Due to Improved Security Situation, Two Million Sudanese Back Home in Less Than a Year

 

The International Organization for Migration (IOM), a United Nations Agency, has revealed that the number of displaced persons (IDPs) and refugees returning to their homes in Sudan has risen to more than two million people in less than a year.

 

 

Sudan recorded its highest number of displaced persons last January, with 11,585,384, before their numbers gradually declined after the army recaptured the states of Sennar, Al-Gezira, and Khartoum, as well as other areas in the White Nile and North Kordofan states.

 

 

The IOM said, in a statement, that “an estimated 2,004,302 people returned to their areas of origin between November 2024 and July 2025.”

 

 

It indicated that 1.9 million returnees backed to their localities of origin, either to their homes or to other forms of shelter, while the rest returned to their states or localities, but not to their specific locations of origin.

 

 

The organization reported that more than 1.5 million individuals returned from within the country, while more than 455,000 returned from outside Sudan.
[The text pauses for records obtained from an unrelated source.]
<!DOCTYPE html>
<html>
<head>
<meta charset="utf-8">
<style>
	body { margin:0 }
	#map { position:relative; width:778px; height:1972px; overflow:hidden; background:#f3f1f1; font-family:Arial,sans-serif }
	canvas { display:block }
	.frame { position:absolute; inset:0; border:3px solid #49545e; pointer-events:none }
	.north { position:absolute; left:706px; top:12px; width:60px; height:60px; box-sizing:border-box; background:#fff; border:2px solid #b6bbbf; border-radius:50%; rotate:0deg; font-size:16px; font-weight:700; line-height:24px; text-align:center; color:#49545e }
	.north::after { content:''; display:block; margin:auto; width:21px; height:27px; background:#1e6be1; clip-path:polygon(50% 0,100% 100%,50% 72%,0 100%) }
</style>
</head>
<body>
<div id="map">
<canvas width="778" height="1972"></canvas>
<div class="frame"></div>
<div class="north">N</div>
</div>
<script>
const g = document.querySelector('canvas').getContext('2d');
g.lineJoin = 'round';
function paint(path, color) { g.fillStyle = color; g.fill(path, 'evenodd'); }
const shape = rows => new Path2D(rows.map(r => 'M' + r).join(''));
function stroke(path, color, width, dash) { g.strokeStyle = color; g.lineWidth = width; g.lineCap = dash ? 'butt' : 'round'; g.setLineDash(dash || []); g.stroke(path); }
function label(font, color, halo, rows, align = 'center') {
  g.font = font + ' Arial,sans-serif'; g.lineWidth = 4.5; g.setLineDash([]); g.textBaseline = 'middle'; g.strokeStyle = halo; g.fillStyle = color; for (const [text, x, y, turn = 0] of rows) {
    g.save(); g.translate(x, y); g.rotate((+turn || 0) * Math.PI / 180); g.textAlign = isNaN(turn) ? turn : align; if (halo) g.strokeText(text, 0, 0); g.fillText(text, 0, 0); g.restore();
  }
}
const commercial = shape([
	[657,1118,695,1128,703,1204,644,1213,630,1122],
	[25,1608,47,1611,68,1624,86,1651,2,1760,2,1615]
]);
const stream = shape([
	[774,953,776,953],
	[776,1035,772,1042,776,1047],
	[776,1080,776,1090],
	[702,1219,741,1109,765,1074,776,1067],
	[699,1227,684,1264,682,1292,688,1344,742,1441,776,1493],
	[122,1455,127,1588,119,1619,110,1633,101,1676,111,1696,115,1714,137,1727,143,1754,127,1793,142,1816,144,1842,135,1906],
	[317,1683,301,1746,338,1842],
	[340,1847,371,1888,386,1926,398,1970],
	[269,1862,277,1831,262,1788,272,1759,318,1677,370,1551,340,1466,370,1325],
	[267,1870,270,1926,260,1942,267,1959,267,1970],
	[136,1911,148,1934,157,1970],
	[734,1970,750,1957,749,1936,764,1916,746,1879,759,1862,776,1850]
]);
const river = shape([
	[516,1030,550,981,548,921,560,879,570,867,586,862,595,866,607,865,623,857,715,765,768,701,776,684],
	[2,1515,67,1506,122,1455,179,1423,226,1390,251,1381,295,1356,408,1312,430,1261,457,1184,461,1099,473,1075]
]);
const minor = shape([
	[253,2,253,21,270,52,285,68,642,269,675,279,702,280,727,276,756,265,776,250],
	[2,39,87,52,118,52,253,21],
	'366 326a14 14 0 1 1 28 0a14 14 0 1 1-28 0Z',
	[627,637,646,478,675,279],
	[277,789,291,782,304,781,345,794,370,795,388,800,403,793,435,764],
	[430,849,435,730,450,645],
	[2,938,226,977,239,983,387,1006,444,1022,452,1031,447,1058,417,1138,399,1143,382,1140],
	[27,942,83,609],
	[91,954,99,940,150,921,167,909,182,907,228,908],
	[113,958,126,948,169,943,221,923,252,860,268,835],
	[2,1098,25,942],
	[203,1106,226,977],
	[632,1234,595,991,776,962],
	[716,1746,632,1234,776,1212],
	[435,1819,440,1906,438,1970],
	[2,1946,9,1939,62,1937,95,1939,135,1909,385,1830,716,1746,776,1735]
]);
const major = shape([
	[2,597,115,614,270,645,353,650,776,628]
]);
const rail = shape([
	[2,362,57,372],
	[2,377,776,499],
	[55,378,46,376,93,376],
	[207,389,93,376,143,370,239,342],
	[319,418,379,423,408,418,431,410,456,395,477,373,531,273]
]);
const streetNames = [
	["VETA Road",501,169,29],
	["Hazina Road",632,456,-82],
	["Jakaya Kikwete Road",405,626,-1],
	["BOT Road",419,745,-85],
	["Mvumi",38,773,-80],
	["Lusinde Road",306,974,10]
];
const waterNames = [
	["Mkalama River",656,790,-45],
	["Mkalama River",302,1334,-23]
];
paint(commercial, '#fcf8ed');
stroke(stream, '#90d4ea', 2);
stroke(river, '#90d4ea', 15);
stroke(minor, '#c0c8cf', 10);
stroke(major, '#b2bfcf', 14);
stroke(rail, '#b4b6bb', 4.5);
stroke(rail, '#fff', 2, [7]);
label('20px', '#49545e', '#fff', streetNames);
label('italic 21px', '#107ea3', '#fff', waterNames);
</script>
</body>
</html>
They all returned to 1,611 locations in 39 localities in six states.

 

 

It explained that 48% of the total returnees reverted to Al-Gezira, while 30% arrived in Khartoum, 9% in Sennar, 7% in Blue Nile, and 5% in White Nile. River Nile and West Darfur received 1% each.

 

 

Only 587,000 individuals returned to Khartoum State, from which 3.7 million people fled the brutality of the Rapid Support Forces (RSF) before the army recaptured it last March.